There's also a few moments where she thumps her back-foot against the floor in irritation, allowing the audience to sense her feelings without her even having to utter a word on what it is that's making her feel this way. Basically, having Judy as a bunny was an undeniably genius move from writer directors Byron Howard and Rich Lee and these classic Disney touches polish off the film in a way that that studio could.
The animation team's skill in these instances is unparalleled, as they hone in on the fantastic personification of each animal's characteristics and personality. Luckily, their mastery is equally mirrored by the cast, who inject their voices with the stereotypes we hold within the animal kingdom.

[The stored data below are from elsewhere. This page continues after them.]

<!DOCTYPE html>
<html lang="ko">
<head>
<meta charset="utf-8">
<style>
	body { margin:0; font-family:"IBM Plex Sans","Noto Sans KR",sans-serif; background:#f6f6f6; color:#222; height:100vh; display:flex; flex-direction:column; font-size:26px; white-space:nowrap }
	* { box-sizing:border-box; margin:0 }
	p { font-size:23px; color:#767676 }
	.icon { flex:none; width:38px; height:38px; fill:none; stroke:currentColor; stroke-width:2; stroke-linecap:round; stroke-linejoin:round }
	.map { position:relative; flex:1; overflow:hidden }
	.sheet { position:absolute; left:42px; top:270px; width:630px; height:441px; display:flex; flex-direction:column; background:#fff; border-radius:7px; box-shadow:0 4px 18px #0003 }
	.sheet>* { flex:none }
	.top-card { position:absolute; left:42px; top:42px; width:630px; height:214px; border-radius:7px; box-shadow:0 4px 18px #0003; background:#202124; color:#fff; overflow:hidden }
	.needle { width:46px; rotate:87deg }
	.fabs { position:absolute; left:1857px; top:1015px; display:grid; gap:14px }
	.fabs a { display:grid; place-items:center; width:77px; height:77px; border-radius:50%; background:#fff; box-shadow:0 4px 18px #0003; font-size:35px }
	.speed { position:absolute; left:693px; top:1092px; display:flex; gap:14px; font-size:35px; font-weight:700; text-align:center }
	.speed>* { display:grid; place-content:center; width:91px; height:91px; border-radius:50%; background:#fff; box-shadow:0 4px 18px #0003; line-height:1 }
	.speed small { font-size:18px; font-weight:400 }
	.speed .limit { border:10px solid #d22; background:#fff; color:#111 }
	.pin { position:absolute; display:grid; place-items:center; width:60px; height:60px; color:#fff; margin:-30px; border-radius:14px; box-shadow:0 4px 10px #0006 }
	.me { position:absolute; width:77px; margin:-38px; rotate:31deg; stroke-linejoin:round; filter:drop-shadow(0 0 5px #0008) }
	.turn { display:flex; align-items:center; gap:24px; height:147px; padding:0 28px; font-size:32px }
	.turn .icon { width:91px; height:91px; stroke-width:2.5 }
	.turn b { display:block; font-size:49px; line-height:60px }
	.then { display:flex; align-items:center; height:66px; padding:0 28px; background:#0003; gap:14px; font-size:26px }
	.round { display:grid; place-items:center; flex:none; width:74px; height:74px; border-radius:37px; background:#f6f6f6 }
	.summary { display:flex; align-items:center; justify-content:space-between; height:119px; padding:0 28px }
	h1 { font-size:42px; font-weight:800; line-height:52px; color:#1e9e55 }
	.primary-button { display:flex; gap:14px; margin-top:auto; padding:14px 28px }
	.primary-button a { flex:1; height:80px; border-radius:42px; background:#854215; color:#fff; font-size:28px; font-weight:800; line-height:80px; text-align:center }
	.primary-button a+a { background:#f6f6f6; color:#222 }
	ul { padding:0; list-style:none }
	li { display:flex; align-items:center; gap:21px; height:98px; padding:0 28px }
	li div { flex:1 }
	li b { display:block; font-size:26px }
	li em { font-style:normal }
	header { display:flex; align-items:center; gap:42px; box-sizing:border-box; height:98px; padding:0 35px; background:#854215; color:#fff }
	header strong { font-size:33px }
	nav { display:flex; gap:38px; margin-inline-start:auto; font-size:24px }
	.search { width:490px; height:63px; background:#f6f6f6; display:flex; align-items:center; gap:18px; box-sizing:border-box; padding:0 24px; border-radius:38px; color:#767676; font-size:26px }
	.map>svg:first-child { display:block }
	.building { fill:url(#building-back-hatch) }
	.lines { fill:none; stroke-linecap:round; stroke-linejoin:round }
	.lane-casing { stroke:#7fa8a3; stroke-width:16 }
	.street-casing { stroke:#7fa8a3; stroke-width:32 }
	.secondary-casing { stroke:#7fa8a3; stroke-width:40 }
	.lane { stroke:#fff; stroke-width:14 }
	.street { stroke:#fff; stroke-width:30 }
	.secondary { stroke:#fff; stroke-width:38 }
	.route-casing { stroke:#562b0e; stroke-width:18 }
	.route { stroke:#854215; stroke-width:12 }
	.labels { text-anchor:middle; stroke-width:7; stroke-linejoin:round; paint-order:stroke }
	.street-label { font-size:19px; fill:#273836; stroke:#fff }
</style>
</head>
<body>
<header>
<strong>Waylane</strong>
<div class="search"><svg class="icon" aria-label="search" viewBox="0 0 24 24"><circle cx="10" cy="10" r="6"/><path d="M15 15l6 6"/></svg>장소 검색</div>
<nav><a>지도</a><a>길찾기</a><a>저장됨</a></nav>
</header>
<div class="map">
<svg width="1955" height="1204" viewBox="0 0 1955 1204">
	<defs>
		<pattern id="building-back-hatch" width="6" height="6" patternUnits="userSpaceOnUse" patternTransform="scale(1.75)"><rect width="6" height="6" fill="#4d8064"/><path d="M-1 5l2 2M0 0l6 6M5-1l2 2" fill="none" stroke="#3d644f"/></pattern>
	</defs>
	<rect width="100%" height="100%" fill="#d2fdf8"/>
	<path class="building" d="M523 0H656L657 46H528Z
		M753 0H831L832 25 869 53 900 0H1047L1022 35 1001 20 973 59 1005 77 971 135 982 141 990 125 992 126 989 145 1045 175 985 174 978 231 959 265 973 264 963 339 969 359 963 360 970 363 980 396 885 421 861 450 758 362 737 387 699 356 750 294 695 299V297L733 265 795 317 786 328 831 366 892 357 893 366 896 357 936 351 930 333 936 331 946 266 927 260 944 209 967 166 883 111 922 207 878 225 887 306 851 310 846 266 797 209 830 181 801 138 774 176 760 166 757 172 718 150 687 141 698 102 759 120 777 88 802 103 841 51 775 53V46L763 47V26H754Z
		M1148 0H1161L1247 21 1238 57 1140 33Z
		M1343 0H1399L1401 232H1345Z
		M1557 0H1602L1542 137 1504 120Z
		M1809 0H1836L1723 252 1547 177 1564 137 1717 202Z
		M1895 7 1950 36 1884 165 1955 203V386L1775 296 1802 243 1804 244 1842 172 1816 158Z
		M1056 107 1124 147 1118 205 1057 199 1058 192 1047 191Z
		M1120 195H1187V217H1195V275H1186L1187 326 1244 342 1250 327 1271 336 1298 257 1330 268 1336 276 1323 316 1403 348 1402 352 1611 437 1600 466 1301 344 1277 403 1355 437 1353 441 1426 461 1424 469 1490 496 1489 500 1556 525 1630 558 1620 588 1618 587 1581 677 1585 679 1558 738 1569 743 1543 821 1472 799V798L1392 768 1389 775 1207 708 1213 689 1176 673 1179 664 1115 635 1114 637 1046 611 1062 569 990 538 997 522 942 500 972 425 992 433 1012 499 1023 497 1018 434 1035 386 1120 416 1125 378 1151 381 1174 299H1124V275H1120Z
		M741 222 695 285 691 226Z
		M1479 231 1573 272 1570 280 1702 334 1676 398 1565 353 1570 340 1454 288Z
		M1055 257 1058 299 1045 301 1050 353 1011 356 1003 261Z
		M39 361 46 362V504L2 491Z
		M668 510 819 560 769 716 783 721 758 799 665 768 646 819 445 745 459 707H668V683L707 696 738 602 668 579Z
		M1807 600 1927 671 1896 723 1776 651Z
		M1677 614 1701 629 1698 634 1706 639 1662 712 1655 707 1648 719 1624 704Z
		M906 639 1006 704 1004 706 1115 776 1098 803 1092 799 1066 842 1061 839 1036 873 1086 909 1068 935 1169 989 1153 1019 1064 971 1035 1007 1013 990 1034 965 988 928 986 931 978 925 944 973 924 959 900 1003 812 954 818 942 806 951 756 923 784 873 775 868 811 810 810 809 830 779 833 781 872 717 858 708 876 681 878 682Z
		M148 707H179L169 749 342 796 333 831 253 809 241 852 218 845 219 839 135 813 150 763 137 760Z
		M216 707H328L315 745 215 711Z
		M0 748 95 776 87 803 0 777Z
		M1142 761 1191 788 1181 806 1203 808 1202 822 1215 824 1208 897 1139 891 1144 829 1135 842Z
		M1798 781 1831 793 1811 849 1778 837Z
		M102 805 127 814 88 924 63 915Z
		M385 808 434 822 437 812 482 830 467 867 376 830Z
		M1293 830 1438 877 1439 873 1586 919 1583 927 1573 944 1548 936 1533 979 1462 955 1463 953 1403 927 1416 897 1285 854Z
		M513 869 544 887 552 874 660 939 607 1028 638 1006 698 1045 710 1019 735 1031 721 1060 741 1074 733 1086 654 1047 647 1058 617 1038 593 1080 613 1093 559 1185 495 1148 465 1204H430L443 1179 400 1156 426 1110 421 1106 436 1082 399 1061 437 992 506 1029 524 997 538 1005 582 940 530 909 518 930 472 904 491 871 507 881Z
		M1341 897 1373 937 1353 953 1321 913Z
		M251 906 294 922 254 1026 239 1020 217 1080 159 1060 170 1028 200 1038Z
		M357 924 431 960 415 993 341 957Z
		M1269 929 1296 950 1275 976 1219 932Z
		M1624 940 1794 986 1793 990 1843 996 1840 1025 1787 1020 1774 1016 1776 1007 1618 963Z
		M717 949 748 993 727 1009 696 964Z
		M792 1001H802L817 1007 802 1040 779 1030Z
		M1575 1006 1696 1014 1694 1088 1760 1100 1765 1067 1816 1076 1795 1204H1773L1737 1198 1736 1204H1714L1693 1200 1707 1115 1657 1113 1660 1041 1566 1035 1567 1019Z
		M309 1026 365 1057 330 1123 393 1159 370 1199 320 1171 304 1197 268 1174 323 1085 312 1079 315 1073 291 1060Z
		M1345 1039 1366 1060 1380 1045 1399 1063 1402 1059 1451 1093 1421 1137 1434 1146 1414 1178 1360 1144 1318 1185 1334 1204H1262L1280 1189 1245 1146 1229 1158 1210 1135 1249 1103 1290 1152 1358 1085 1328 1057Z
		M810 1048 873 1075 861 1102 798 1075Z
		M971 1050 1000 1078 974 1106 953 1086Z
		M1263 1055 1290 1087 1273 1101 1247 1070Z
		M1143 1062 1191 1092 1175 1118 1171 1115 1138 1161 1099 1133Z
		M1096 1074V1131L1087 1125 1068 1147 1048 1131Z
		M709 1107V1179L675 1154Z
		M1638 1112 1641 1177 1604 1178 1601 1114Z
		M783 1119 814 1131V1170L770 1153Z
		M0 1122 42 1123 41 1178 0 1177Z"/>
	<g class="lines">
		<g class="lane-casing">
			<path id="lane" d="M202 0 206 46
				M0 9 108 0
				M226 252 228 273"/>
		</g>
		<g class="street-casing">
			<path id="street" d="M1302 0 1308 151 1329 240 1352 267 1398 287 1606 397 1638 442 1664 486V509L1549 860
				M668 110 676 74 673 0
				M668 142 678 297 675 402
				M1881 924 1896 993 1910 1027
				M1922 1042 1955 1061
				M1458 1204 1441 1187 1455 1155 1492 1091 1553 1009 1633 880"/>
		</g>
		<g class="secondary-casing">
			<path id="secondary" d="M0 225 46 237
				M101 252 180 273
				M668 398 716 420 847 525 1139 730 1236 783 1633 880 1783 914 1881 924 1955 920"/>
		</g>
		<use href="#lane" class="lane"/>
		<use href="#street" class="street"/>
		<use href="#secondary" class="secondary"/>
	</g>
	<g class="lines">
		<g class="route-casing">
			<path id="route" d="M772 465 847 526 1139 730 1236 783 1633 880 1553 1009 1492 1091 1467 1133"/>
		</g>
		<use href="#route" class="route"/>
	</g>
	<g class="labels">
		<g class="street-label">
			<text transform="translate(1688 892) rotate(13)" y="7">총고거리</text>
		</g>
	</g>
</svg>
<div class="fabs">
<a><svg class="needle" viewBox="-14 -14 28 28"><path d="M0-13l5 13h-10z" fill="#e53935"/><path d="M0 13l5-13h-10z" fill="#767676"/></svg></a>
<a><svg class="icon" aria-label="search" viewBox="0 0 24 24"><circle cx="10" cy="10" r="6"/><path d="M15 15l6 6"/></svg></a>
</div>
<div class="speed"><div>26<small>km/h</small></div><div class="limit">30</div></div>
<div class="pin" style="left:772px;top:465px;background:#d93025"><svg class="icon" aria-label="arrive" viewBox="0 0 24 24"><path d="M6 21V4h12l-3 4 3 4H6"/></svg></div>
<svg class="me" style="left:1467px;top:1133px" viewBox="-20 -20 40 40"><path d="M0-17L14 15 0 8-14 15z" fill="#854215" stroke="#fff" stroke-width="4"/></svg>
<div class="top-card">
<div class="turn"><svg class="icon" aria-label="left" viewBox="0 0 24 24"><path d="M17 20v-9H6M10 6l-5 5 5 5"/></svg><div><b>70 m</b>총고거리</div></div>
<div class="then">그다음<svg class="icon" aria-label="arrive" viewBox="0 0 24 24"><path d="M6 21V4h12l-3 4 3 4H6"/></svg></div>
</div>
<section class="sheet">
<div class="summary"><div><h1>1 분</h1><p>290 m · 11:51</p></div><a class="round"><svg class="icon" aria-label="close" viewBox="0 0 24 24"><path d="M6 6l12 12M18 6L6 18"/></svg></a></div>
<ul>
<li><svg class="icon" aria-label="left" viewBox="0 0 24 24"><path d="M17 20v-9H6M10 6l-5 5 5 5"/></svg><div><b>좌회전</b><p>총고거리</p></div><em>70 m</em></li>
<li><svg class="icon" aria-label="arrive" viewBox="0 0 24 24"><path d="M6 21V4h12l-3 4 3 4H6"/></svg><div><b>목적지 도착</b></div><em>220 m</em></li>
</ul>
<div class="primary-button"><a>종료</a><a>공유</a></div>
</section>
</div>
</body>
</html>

Ginnifer Goodwin, who voices Judy, electrifies her scenes with the palpable enthusiasm and speed which we associate with the rabbits whereas her partner in crime, Jason Bateman superbly embodies wily fox Nick by delivering his lines with the lovable rogue-like cynicism, he perfected first in titles such as Arrested Development and Horrible Bosses. The supporting cast are just as triumphant too, what with Idris Elba encapsulates the bullish and brutish qualities of buffalo Chief Bogo and JK Simmons getting Mayor Leodore Lionheart's warmly gruff growl down pat.
Essentially, the technicality of the film is faultless, with so much detail thrown into every scene that Zootropolis could easily cement itself up there with some of the Disney greats. However, eagle-eyed viewers who are aware of Disney's dedication to Easter eggs in every single shot might see certain twists coming that otherwise wouldn't have been guessable. But fear not, those more focused on the characters rather than the backdrops should be fine – and at the end of the day, it is a children's film after all, we're not expecting David Fincher-type shockers here.
Many Disney films that have come and gone since the studio's inception have been about acceptance at their core, but Zootropolis actually raises serious ideas about politics and race discrimination that eludes a real sense of cultural awareness and maturity that we haven't seen from them before. It's powerfully relevant too, particularly at a time when such subjects are being discussed so passionately as of late what with the Oscar's diversity row, the debates on immigration and certain government official's radical views across the pond. It even touches upon the impact of modern technology and just how much social media can influence society.
It's pretty heavy stuff but luckily for parents taking their youngsters to see this, such serious analogies will undoubtedly go over little one's heads. But it's not only the film's message that makes it arguably more adult, it's the humour and in-gags too. Pop culture references that permeate the movie throughout vary from nods to films such as 48 Hrs, Indiana Jones and The Godfather to television series Breaking Bad. (Look out for a pair of sheep named Jesse and Walter towards the end of the film).
With recent predecessors as popular as Big Hero 6 and a little movie we think was called Frozen, Zootropolis had some pretty intimidating acts to follow but it holds its own completely and certainly doesn't disappoint. It's always been known that Disney are good at heart, but when combined with intelligent but still subtle metaphors like this one, it's easy to see why the studio is back at the top of its game and proves its still the master of producing films both children and adults will engage with.